Dozens of South Koreans who were adopted as children by Danish couples several decades ago are now demanding that the government in Seoul investigate the circumstances that led to their adoptions.
The Danish Korean Rights Group, an association that works for Korean adoptees’ rights to identify background information, initiated the effort for the matter to be investigated by the South Korean government.
“The Danish Korean Rights Group has decided to file a case with South Korea’s Truth and Reconciliation Commission requesting an investigation into adoptions from South Korea,” it said on Tuesday.
“It’s historic that a South Korean adoption case has been filed, and this opportunity won’t come again, so now is the time to act.”
The adoptions, which took place from the 1970s until the 1980s by Danish couples, raised concerns when the information provided in connection with many of them proved to be false.
According to the adoptees’ records, information such as their birth names, birth dates and details of their biological parents in the adoption papers are inaccurate.
Wrongly registered as orphans
Several of the children are believed to be wrongly registered as orphans as all 53 people that registered so far for an investigation to take place are not in fact orphans, the Danish Korean Rights Group said.
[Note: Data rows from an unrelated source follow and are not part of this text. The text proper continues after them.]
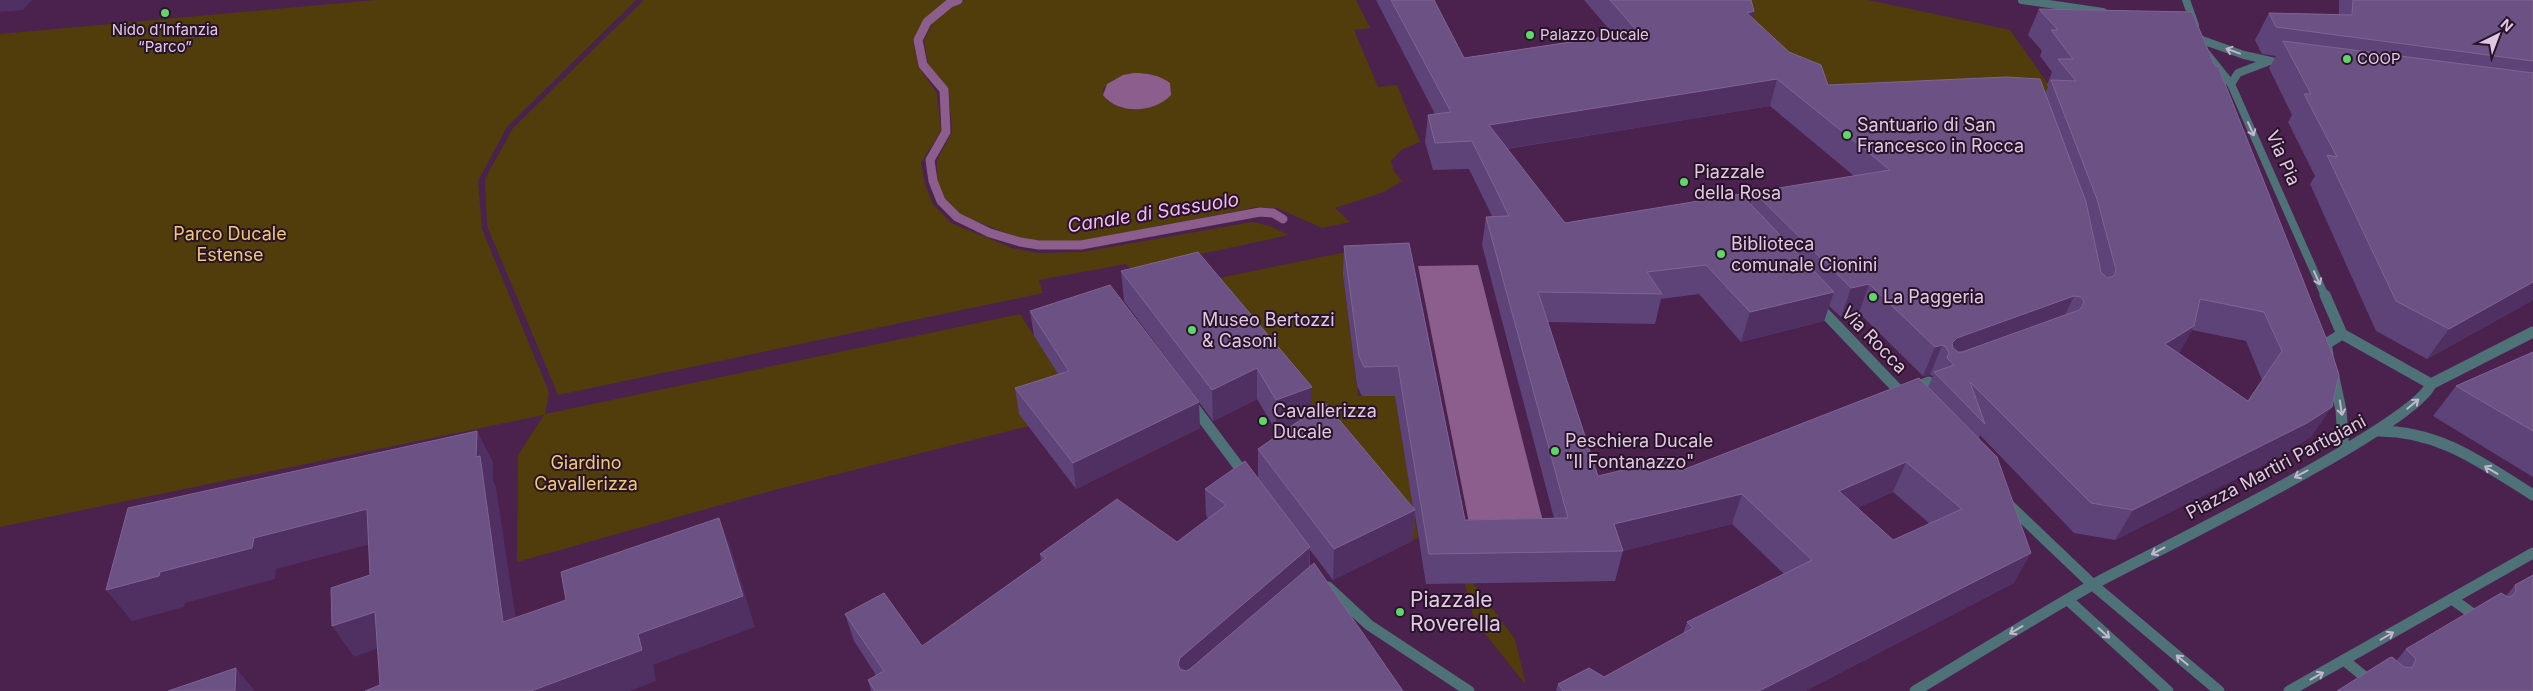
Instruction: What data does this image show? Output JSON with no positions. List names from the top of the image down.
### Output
{
  "streets": {
    "street": ["Via Pia", "Via Rocca", "Piazza Martiri Partigiani"]
  },
  "one_way": ["Via Pia", "Piazza Martiri Partigiani"],
  "water": ["Canale di Sassuolo"],
  "parks": ["Parco Ducale Estense", "Giardino Cavallerizza"],
  "places": [
    "Nido d’Infanzia “Parco”",
    "Palazzo Ducale",
    "COOP",
    "Santuario di San Francesco in Rocca",
    "Piazzale della Rosa",
    "Biblioteca comunale Cionini",
    "La Paggeria",
    "Museo Bertozzi & Casoni",
    "Cavallerizza Ducale",
    "Peschiera Ducale \"Il Fontanazzo\"",
    "Piazzale Roverella"
  ],
  "north": "top right"
}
Fifty more people that were adopted and brought to Denmark are expected to sign up, according to the rights group.
The South Korean government claimed that in the adoption documents many of the children were registered by agencies as legal orphans found abandoned on the streets when in some cases, they had relatives that could be easily located.
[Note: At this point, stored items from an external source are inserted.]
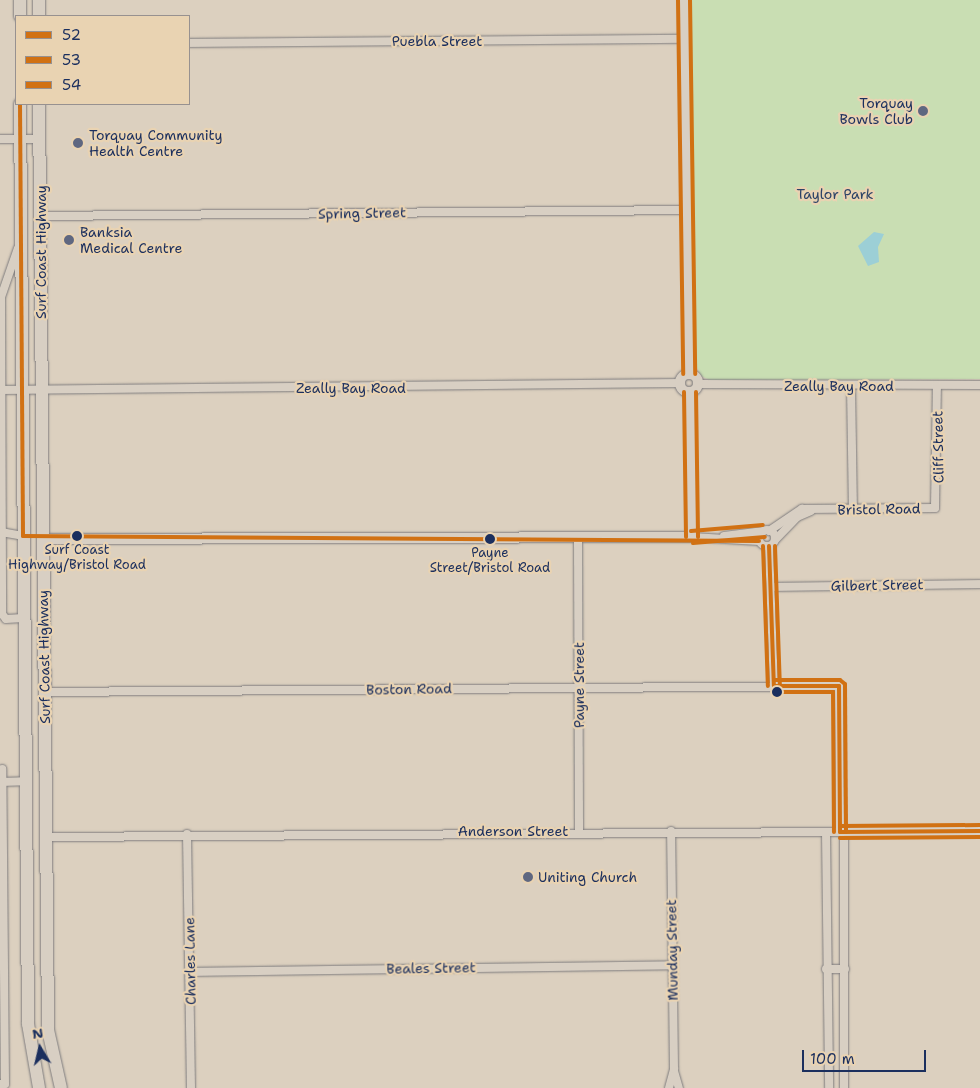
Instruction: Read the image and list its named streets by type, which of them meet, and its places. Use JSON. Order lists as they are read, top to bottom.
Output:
{
  "streets": {
    "main road": ["Surf Coast Highway"],
    "street": [
      "Puebla Street",
      "Spring Street",
      "Zeally Bay Road",
      "Cliff Street",
      "Bristol Road",
      "Gilbert Street",
      "Payne Street",
      "Boston Road",
      "Anderson Street",
      "Munday Street",
      "Charles Lane",
      "Beales Street"
    ]
  },
  "crossings": [
    ["Spring Street", "Surf Coast Highway"],
    ["Surf Coast Highway", "Zeally Bay Road"],
    ["Surf Coast Highway", "Bristol Road"],
    ["Surf Coast Highway", "Boston Road"],
    ["Surf Coast Highway", "Anderson Street"],
    ["Zeally Bay Road", "Cliff Street"],
    ["Cliff Street", "Bristol Road"],
    ["Bristol Road", "Payne Street"],
    ["Payne Street", "Boston Road"],
    ["Payne Street", "Anderson Street"],
    ["Boston Road", "Anderson Street"],
    ["Anderson Street", "Munday Street"],
    ["Anderson Street", "Charles Lane"],
    ["Munday Street", "Beales Street"],
    ["Charles Lane", "Beales Street"]
  ],
  "parks": ["Taylor Park"],
  "places": [
    "Torquay Bowls Club",
    "Torquay Community Health Centre",
    "Banksia Medical Centre",
    "Surf Coast Highway/Bristol Road",
    "Payne Street/Bristol Road",
    "Uniting Church"
  ],
  "lines": ["transit line 53", "transit line 54", "transit line 52"],
  "legend": ["52", "53", "54"],
  "scale_bar": "100 m",
  "north": "top"
}
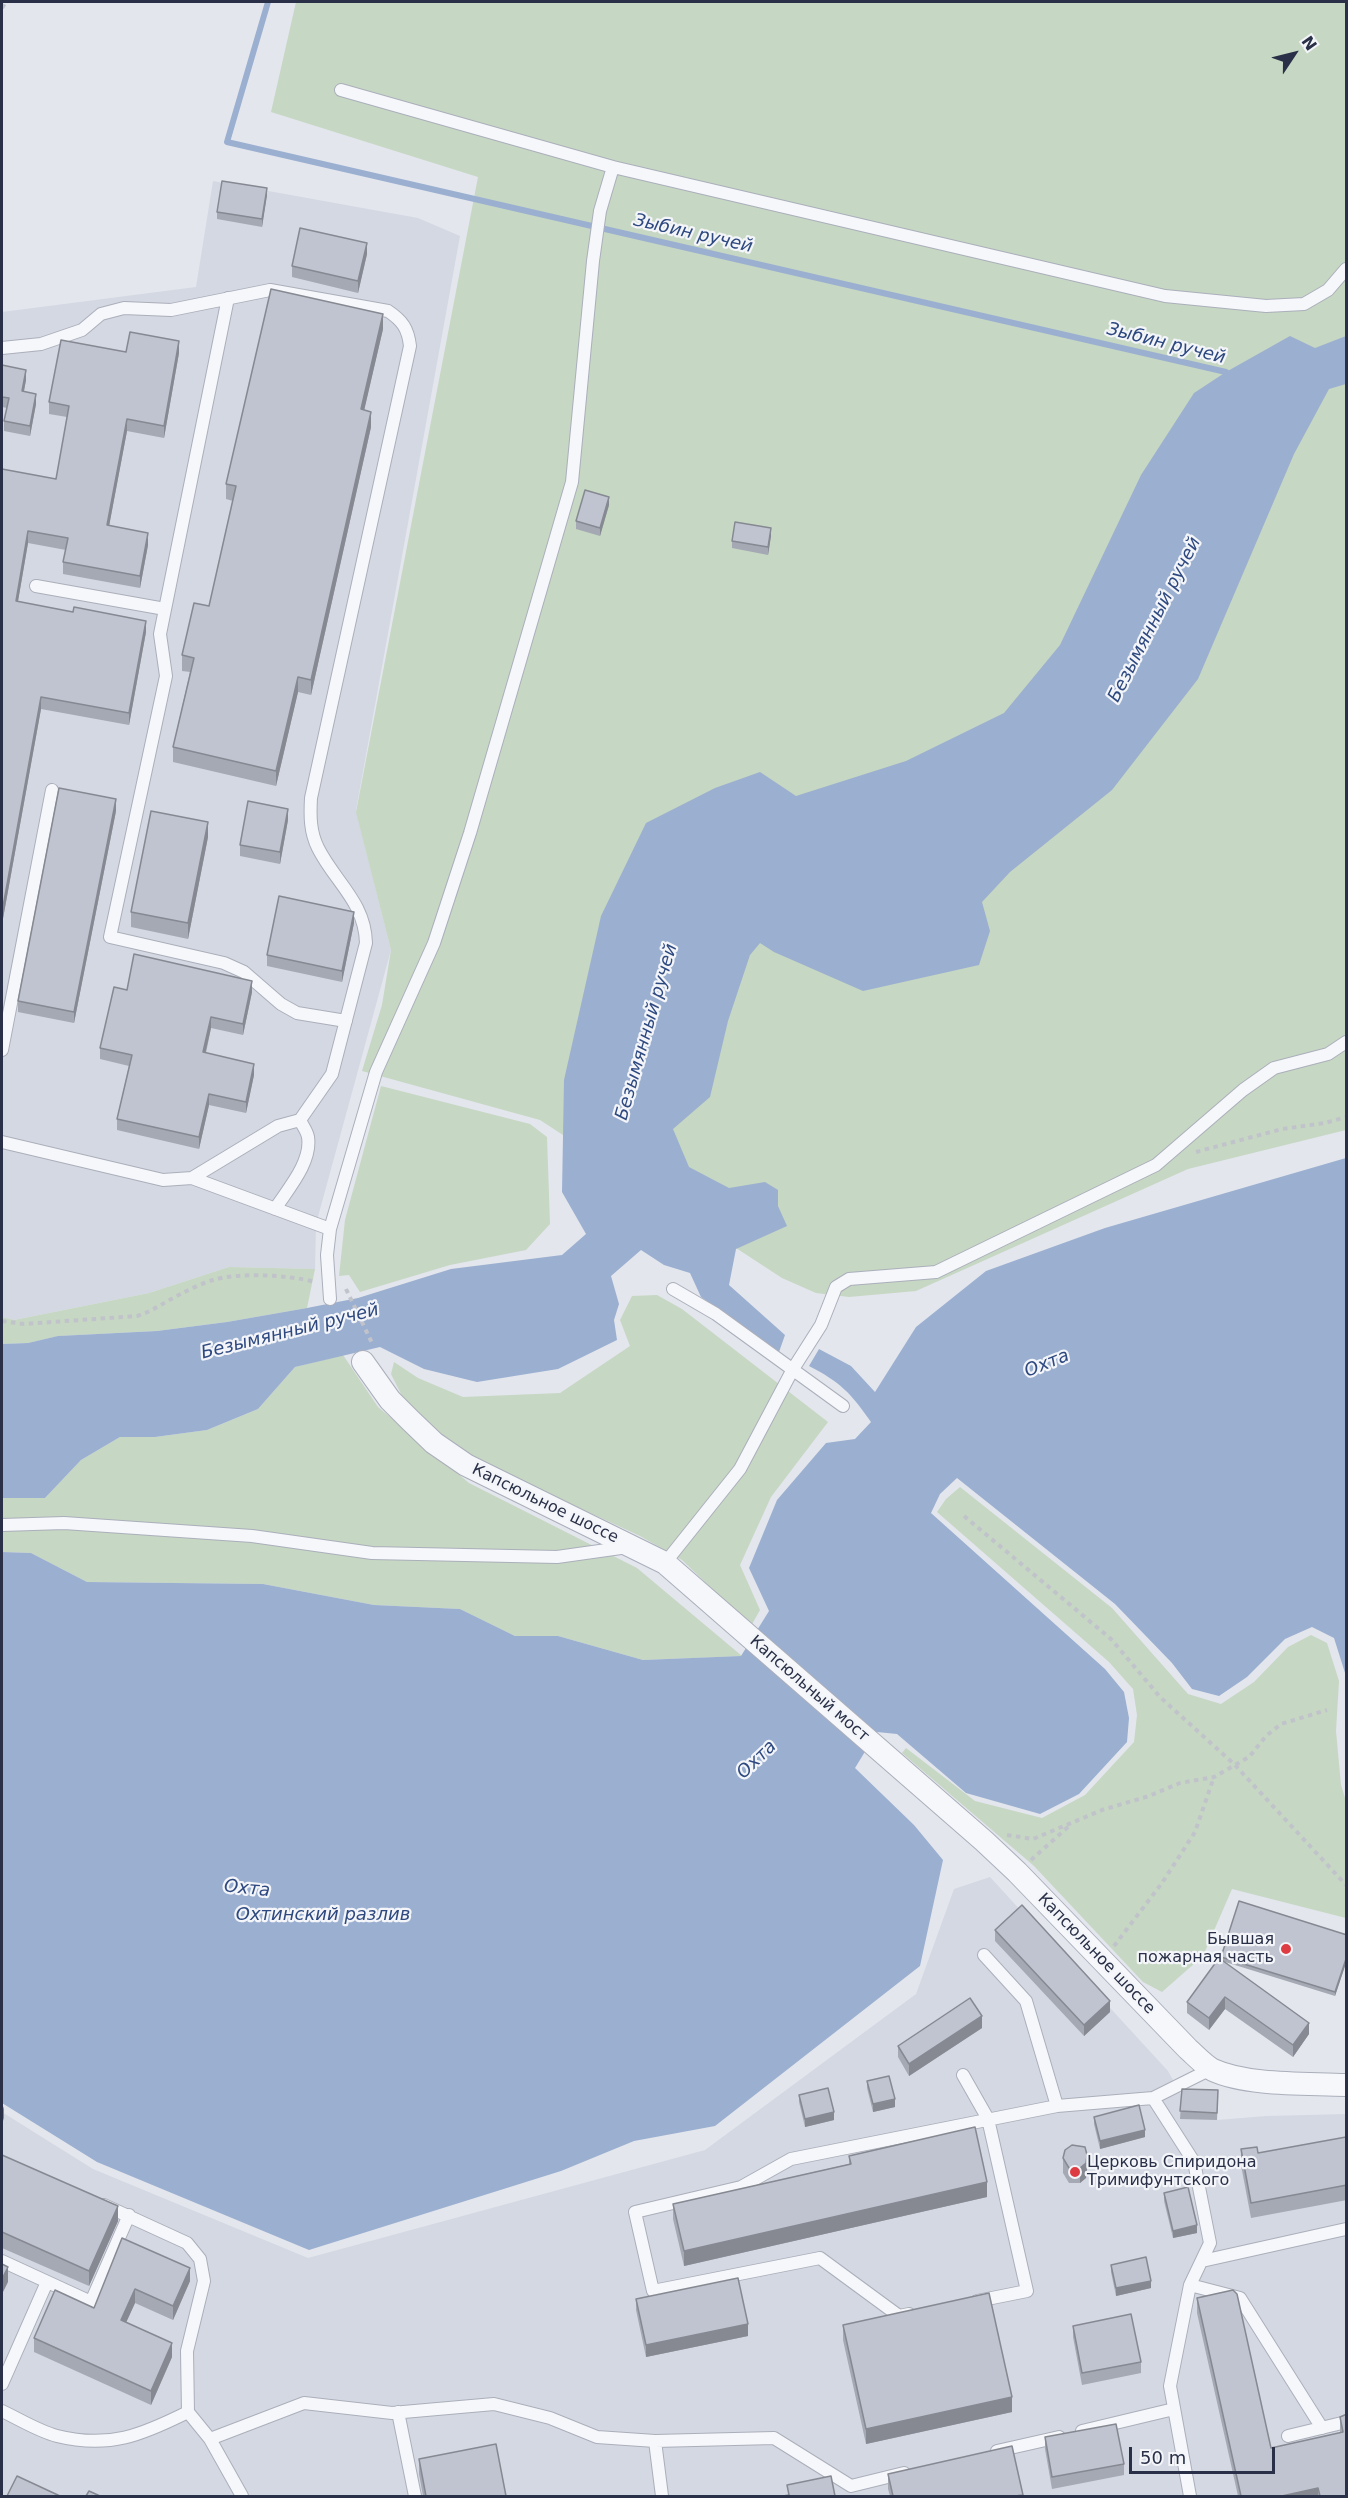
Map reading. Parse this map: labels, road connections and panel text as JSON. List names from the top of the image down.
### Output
{
  "streets": {
    "street": ["Капсюльное шоссе", "Капсюльный мост"]
  },
  "crossings": [
    ["Капсюльное шоссе", "Капсюльный мост"]
  ],
  "water": [
    "Зыбин ручей",
    "Безымянный ручей",
    "Охта",
    "Охтинский разлив"
  ],
  "places": ["Бывшая пожарная часть", "Церковь Спиридона Тримифунтского"],
  "scale_bar": "50 m",
  "north": "top right"
}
According to the latest reports, in the last 60 years, around 200,000 South Koreans are believed to have been adopted by mainly European and American couples.
Out of European countries, Denmark received the most adopted children from South Korea, with most of them adopted between the 1960s and 1980s.
The South Korean government will take a maximum of four months to decide whether they want to initiate an investigation, and if it goes ahead, it would be considered the largest South Korean investigation ever into overseas adoptions.